Reputation: 13
I'm just getting started in R and I'm trying to wrap my head around barplot for a university assignment. Specifically, I am using the General Social Survey 2018 dataset (for codebook: https://www.thearda.com/Archive/Files/Codebooks/GSS2018_CB.asp) and I am trying to figure out if religion has any effect on the way people seek out help for mental health. I want to use reliten
(self-assessment of religiousness - from strong to no religion) as the IV and tlkclrgy
, (asks if a person with mental health issues should reach out to a religious leader - yes or no) as the DV. For a better visualization of the data, I want to create a side-by-side barplot with reliten
on the x-axis and see how many people answered yes and no on tlkclrgy
. My problem is that on the barplot I get numbers instead of categories (from strong to no religion).
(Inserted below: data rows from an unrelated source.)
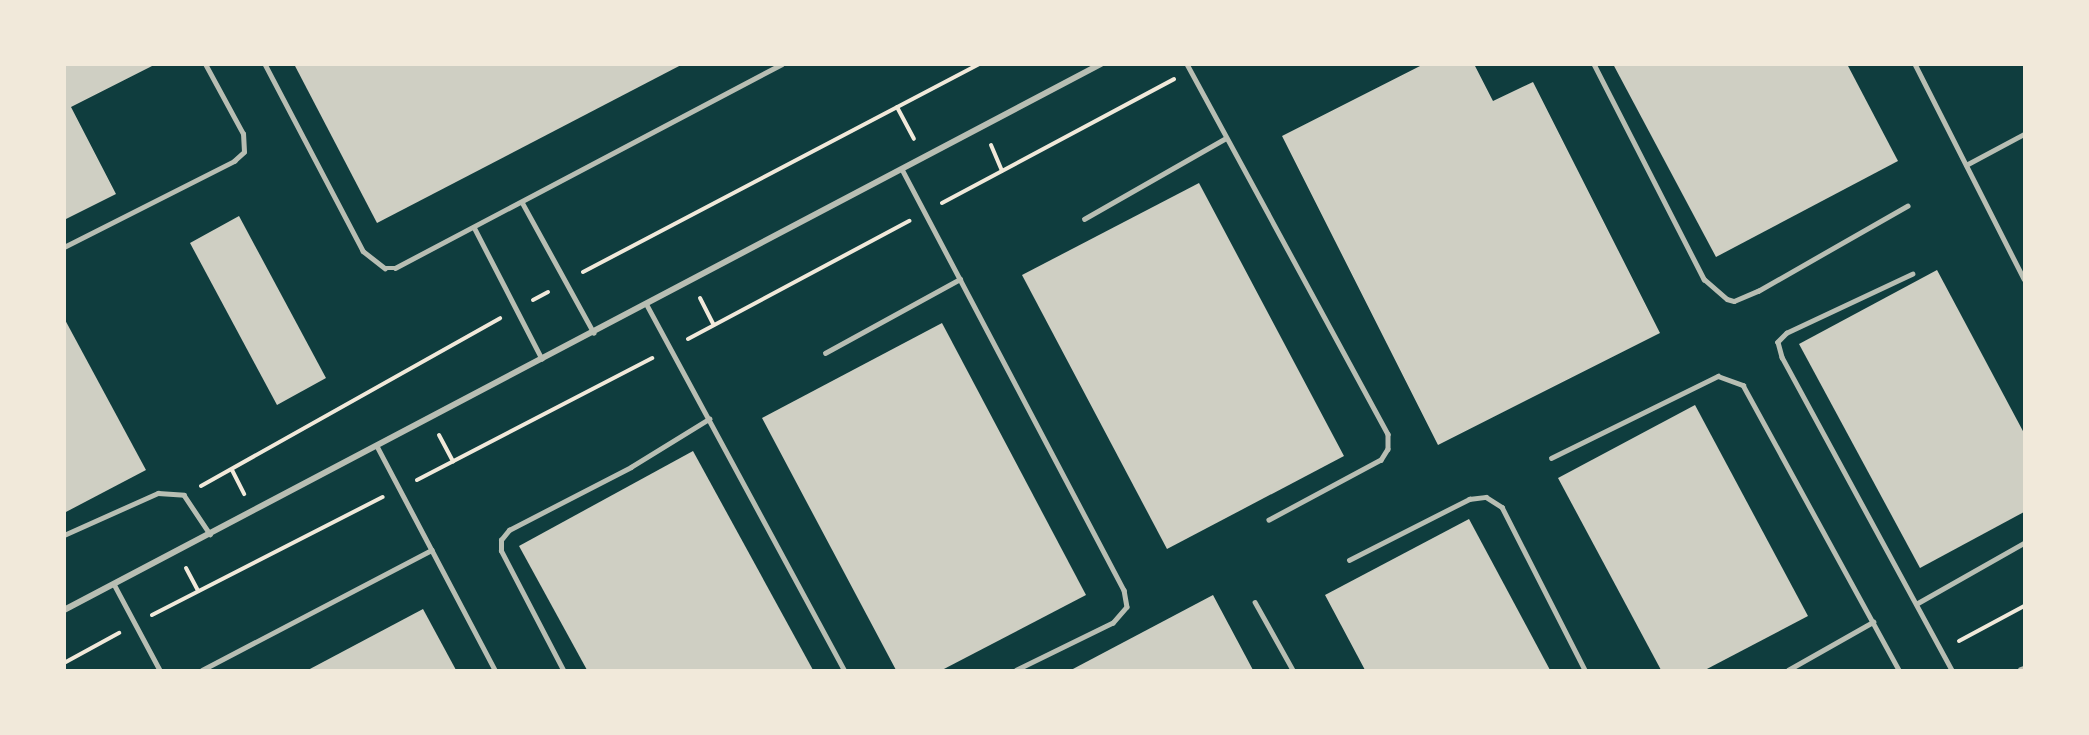 <!DOCTYPE html>
<html>
<head>
<meta charset="utf-8">
<style>
  body { margin:0 }
  #map { position:relative; width:2089px; height:735px; overflow:hidden; background:#0f3d3e; font-family:Rubik,sans-serif }
  div>[style] { position:absolute }
  [style*='--x'] { left:calc(var(--x)*1px); top:calc(var(--y)*1px); width:calc(var(--w)*1px); rotate:calc(var(--a)*1deg) }
  .building>* { inset:0; background:#cfcfc3 }
  .path>* { height:4px; margin:-2px; padding:0 2px; transform-origin:2px; border-radius:2px; background:#f1e9da }
  .service>* { height:4.5px; margin:-2.25px; padding:0 2.25px; transform-origin:2.25px; border-radius:2.25px; background:#b8beb3 }
  .minor>* { height:6px; margin:-3px; padding:0 3px; transform-origin:3px; border-radius:3px; background:#b8beb3 }
  span { translate:-50% -50%; white-space:nowrap; text-align:center; line-height:1.15; -webkit-text-stroke:5px #f1e9da; paint-order:stroke }
  .frame { position:absolute; inset:0; border:66px solid #f1e9da; pointer-events:none }
</style>
</head>
<body>
<div id="map">
  <div class="building">
    <i style="clip-path:polygon(64px 64px,156px 64px,71px 107px,116px 194px,64px 220px)"></i>
    <i style="clip-path:polygon(294px 64px,683px 64px,377px 223px)"></i>
    <i style="clip-path:polygon(1424px 64px,1474px 64px,1493px 101px,1533px 82px,1660px 333px,1438px 445px,1282px 136px)"></i>
    <i style="clip-path:polygon(1613px 64px,1847px 64px,1898px 161px,1716px 257px)"></i>
    <i style="clip-path:polygon(1199px 183px,1344px 456px,1167px 549px,1022px 275px)"></i>
    <i style="clip-path:polygon(239px 216px,326px 378px,277px 405px,190px 243px)"></i>
    <i style="clip-path:polygon(1937px 270px,2024px 433px,2024px 512px,1920px 568px,1799px 344px)"></i>
    <i style="clip-path:polygon(64px 318px,146px 470px,64px 513px)"></i>
    <i style="clip-path:polygon(942px 323px,1086px 595px,942px 670px,896px 670px,762px 418px)"></i>
    <i style="clip-path:polygon(1695px 405px,1808px 616px,1705px 670px,1661px 670px,1558px 478px)"></i>
    <i style="clip-path:polygon(693px 451px,813px 670px,587px 670px,519px 546px)"></i>
    <i style="clip-path:polygon(1469px 519px,1550px 670px,1365px 670px,1325px 595px)"></i>
    <i style="clip-path:polygon(1213px 595px,1253px 670px,1071px 670px)"></i>
    <i style="clip-path:polygon(423px 609px,456px 670px,308px 670px)"></i>
  </div>
  <div class="path">
    <i style="--x:897;--y:107;--w:36;--a:62"></i>
    <i style="--x:991;--y:145;--w:28;--a:67"></i>
    <i style="--x:942;--y:203;--w:263;--a:-28.1"></i>
    <i style="--x:583;--y:272;--w:447;--a:-27.7"></i>
    <i style="--x:700;--y:298;--w:30;--a:63"></i>
    <i style="--x:533;--y:300;--w:17;--a:-28"></i>
    <i style="--x:688;--y:339;--w:251;--a:-28.1"></i>
    <i style="--x:439;--y:435;--w:30;--a:62"></i>
    <i style="--x:232;--y:470;--w:27;--a:63"></i>
    <i style="--x:417;--y:480;--w:265;--a:-27.4"></i>
    <i style="--x:201;--y:486;--w:343;--a:-29.3"></i>
    <i style="--x:186;--y:568;--w:26;--a:62"></i>
    <i style="--x:152;--y:615;--w:259;--a:-27.1"></i>
    <i style="--x:1959;--y:641;--w:74;--a:-28.3"></i>
    <i style="--x:64;--y:663;--w:63;--a:-28.6"></i>
  </div>
  <div class="service">
    <i style="--x:265;--y:64;--w:211;--a:62.3"></i>
    <i style="--x:363;--y:251;--w:28;--a:38"></i>
    <i style="--x:385;--y:268;--w:10;--a:0"></i>
    <i style="--x:395;--y:268;--w:437;--a:-27.8"></i>
    <i style="--x:1187;--y:64;--w:421;--a:61.5"></i>
    <i style="--x:1388;--y:434;--w:15;--a:90"></i>
    <i style="--x:1388;--y:449;--w:13;--a:122"></i>
    <i style="--x:1381;--y:460;--w:127;--a:151.8"></i>
    <i style="--x:1594;--y:64;--w:242;--a:62.9"></i>
    <i style="--x:1704;--y:279;--w:30;--a:41"></i>
    <i style="--x:1727;--y:299;--w:7;--a:16"></i>
    <i style="--x:1734;--y:301;--w:26;--a:-23"></i>
    <i style="--x:1758;--y:291;--w:172;--a:-29.7"></i>
    <i style="--x:1915;--y:64;--w:241;--a:63.1"></i>
    <i style="--x:1966;--y:165;--w:66;--a:-28.1"></i>
    <i style="--x:903;--y:171;--w:474;--a:62.2"></i>
    <i style="--x:1124;--y:590;--w:17;--a:80"></i>
    <i style="--x:1127;--y:607;--w:21;--a:131"></i>
    <i style="--x:1113;--y:623;--w:107;--a:153.9"></i>
    <i style="--x:522;--y:202;--w:149;--a:61.2"></i>
    <i style="--x:1084;--y:219;--w:163;--a:-29.7"></i>
    <i style="--x:474;--y:227;--w:148;--a:62.7"></i>
    <i style="--x:64;--y:247;--w:191;--a:-26.8"></i>
    <i style="--x:234;--y:161;--w:13;--a:-42"></i>
    <i style="--x:244;--y:152;--w:18;--a:-93"></i>
    <i style="--x:243;--y:134;--w:80;--a:-118.5"></i>
    <i style="--x:1913;--y:274;--w:139;--a:154.9"></i>
    <i style="--x:1787;--y:333;--w:13;--a:135"></i>
    <i style="--x:1778;--y:342;--w:16;--a:75"></i>
    <i style="--x:1782;--y:357;--w:356;--a:61.5"></i>
    <i style="--x:647;--y:305;--w:415;--a:61.6"></i>
    <i style="--x:825;--y:353;--w:154;--a:-28.7"></i>
    <i style="--x:377;--y:446;--w:253;--a:62.2"></i>
    <i style="--x:1551;--y:458;--w:186;--a:-26.2"></i>
    <i style="--x:1718;--y:376;--w:27;--a:20"></i>
    <i style="--x:1743;--y:385;--w:325;--a:61.3"></i>
    <i style="--x:64;--y:535;--w:103;--a:-24.1"></i>
    <i style="--x:158;--y:493;--w:26;--a:4"></i>
    <i style="--x:184;--y:495;--w:47;--a:56.3"></i>
    <i style="--x:1349;--y:560;--w:135;--a:-26.9"></i>
    <i style="--x:1469;--y:499;--w:17;--a:-7"></i>
    <i style="--x:1486;--y:497;--w:19;--a:32"></i>
    <i style="--x:1502;--y:507;--w:183;--a:63"></i>
    <i style="--x:114;--y:584;--w:98;--a:61.9"></i>
    <i style="--x:1255;--y:602;--w:78;--a:60.8"></i>
    <i style="--x:1916;--y:604;--w:124;--a:-29.5"></i>
    <i style="--x:202;--y:670;--w:259;--a:-27.6"></i>
    <i style="--x:563;--y:670;--w:134;--a:-117.5"></i>
    <i style="--x:501;--y:551;--w:11;--a:-90"></i>
    <i style="--x:501;--y:540;--w:13;--a:-51"></i>
    <i style="--x:509;--y:530;--w:137;--a:-27.3"></i>
    <i style="--x:631;--y:467;--w:92;--a:-31.6"></i>
    <i style="--x:1788;--y:670;--w:98;--a:-29.5"></i>
  </div>
  <div class="minor">
    <i style="--x:64;--y:610;--w:1172;--a:-27.77"></i>
    <i style="--x:2021;--y:670;--w:3;--a:-18"></i>
  </div>
  <div class="frame"></div>
</div>
</body>
</html>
This is what I tried, but I keep getting NA on the x-axis:
GSS$reliten <- factor(as.character(GSS$reliten),
levels = c("No religion", "Somewhat
strong", "Not very strong",
"Strong"))
GSS <- GSS18[!GSS18$tlkclrgy %in% c(0, 8, 9),]
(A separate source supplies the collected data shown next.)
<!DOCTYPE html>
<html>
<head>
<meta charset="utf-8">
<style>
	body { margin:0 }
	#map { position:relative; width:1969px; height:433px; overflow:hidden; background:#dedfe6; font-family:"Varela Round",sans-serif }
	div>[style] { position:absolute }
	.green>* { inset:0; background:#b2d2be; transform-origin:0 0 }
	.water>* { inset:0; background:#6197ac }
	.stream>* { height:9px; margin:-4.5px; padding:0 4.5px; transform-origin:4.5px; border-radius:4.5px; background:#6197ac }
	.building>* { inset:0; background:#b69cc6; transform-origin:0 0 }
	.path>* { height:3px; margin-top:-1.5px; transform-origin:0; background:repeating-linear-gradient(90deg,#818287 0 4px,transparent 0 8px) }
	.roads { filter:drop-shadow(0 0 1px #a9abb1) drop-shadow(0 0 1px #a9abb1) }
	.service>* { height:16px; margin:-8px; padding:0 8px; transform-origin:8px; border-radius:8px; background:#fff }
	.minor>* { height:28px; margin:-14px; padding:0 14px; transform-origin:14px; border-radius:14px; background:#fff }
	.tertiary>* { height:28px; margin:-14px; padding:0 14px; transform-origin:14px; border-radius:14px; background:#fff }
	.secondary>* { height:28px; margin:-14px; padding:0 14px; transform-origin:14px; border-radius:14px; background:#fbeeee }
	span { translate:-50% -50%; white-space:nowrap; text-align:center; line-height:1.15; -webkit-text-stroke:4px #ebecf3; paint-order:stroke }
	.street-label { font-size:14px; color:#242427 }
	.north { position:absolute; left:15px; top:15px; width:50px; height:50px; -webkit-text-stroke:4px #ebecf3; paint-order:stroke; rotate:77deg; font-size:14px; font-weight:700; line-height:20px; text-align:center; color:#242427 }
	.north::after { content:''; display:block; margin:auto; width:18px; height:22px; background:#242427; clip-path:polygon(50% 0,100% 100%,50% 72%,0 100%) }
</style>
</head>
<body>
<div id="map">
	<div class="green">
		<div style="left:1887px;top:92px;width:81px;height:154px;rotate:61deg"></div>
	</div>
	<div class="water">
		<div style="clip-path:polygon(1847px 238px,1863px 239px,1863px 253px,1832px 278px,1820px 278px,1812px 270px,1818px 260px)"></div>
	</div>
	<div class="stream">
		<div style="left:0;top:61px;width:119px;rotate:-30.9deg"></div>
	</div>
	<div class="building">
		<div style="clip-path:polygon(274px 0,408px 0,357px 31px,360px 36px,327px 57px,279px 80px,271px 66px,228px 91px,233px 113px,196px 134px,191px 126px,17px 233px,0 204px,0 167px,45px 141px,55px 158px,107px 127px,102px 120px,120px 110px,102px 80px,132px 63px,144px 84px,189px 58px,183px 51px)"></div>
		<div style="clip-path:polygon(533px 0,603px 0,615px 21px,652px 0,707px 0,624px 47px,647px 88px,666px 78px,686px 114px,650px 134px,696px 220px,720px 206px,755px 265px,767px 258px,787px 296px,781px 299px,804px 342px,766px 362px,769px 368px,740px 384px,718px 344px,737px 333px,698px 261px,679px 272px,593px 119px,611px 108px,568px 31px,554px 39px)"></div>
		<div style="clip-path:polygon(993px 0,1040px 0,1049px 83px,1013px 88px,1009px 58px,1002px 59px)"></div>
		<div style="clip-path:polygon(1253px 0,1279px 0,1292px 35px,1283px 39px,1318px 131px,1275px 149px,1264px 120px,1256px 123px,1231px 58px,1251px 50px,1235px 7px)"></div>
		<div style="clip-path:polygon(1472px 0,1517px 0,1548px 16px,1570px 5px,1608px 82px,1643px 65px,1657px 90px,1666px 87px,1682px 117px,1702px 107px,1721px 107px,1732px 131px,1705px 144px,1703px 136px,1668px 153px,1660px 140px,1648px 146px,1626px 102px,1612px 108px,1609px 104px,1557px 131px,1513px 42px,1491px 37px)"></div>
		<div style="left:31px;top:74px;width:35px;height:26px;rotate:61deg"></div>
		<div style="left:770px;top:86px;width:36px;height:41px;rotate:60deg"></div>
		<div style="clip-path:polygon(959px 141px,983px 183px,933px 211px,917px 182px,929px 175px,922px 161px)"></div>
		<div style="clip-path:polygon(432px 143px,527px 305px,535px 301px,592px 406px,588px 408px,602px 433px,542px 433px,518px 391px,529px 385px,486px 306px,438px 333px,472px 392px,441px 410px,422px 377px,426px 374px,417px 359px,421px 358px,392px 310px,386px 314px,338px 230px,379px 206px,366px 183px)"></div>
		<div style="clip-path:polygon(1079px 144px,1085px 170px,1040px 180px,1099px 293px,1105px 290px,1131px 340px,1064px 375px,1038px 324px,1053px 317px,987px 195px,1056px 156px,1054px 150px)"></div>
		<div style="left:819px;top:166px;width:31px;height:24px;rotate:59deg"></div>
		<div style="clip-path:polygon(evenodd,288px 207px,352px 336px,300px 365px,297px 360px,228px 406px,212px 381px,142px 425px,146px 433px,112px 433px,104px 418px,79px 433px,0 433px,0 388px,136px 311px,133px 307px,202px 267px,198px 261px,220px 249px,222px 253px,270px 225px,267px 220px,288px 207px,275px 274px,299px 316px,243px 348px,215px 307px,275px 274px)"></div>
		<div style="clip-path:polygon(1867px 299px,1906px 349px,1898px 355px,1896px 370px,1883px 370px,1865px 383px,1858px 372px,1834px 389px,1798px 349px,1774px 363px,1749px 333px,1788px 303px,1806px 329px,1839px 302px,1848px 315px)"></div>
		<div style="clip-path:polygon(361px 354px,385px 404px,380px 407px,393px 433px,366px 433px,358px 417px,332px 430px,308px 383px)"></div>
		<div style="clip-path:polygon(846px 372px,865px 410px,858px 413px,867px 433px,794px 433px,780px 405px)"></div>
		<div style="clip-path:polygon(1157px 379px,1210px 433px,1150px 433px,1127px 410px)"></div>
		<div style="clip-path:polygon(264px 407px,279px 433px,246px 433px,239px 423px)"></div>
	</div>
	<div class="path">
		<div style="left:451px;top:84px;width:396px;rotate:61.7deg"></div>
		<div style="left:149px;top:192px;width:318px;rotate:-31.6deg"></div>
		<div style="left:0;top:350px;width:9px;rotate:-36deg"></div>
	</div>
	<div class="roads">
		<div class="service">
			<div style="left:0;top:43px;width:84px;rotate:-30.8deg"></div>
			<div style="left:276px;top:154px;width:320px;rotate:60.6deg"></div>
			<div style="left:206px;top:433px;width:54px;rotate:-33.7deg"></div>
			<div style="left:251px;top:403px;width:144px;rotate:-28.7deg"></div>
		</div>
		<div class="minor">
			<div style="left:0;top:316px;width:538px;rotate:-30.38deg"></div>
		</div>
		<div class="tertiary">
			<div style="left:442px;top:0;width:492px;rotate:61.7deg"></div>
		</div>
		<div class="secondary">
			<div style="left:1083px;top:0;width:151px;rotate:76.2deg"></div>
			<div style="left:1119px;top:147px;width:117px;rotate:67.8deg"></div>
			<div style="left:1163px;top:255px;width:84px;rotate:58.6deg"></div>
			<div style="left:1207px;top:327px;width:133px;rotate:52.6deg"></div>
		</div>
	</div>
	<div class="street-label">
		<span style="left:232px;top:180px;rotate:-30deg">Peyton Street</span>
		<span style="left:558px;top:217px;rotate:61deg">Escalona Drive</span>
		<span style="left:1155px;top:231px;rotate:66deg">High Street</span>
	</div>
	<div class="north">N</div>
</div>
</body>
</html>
GSS$reliten <- as_factor(GSS$reliten)
GSS$tlkclrgy <- as_factor(GSS$tlkclrgy)
ggplot(data=GSS,mapping=aes(x=reliten,fill=tlkclrgy))+
geom_bar(position="dodge")
Does anybody have any tips?
Upvotes: 1
Views: 56
Reputation: 76402
Here is complete code to download the codebook and data, table the two columns of interest and plot the frequencies.
Data will be downloaded to a temporary directory, to keep my disk palatable. Use of these first two instructions is optional
od <- getwd()
setwd("~/Temp")
These are the links to the two files that need to be read and the filenames.
cols_url <- "https://osf.io/ydxu4/download"
cols_file <- "General Social Survey, 2018.col"
data_url <- "https://osf.io/e76rv/download"
data_file <- "General Social Survey, 2018.dat"
download.file(cols_url, cols_file, mode = "wb")
download.file(data_url, data_file, mode = "wb")
Now read in the codebook and process it, extracting the column widths and column names.
cols <- readLines(cols_file)
cols <- strsplit(cols, ": ")
widths_char <- sapply(cols, '[', 2)
i_widths <- grepl("-", widths_char)
f <- function(x) -eval(parse(text = x)) + 1L
widths <- rep(1L, length(widths_char))
widths[i_widths] <- f(widths[i_widths])
col_names <- sapply(cols, '[', 1)
col_names <- trimws(sub("^.[^ ]* ", "", col_names))
col_names <- tolower(col_names)
Finally, read the fixed width text file.
df1 <- read.fwf(data_file, widths = widths, header = FALSE, na.strings = "-", col.names = col_names)
Find out where are the two columns we want with grep
.
i_cols <- c(
grep("reliten", col_names, ignore.case = TRUE),
grep("tlkclrgy", col_names, ignore.case = TRUE)
)
head(df1[i_cols])
Table those columns and coerce to data.frame. Then coerce the columns to factor.
Here there is a problem, there is no answer 3 for tlkclrgy
in the published survey but there are answers 3 in the data file. So I have created an extra factor level.
GSS <- as.data.frame(table(df1[i_cols]))
labels_reliten <- c(
"Not applicable",
"Strong",
"Not very strong",
"Somewhat Strong",
"No religion",
"Don't know",
"No answer"
)
levels_reliten <- c(0, 1, 2, 3, 4, 8, 9)
labels_tlkclrgy <- c(
"Not applicable",
"Yes",
"No",
"Not in codebook",
"Don't know",
"No answer"
)
levels_tlkclrgy <- c(0, 1, 2, 3, 8, 9)
GSS$reliten <- factor(
GSS$reliten,
labels = labels_reliten,
levels = levels_reliten
)
GSS$tlkclrgy <- factor(
GSS$tlkclrgy,
labels = labels_tlkclrgy,
levels = levels_tlkclrgy
)
library(ggplot2)
ggplot(data = GSS, mapping = aes(x = reliten, y = Freq, fill = tlkclrgy)) +
geom_col(position = "dodge")
Upvotes: 1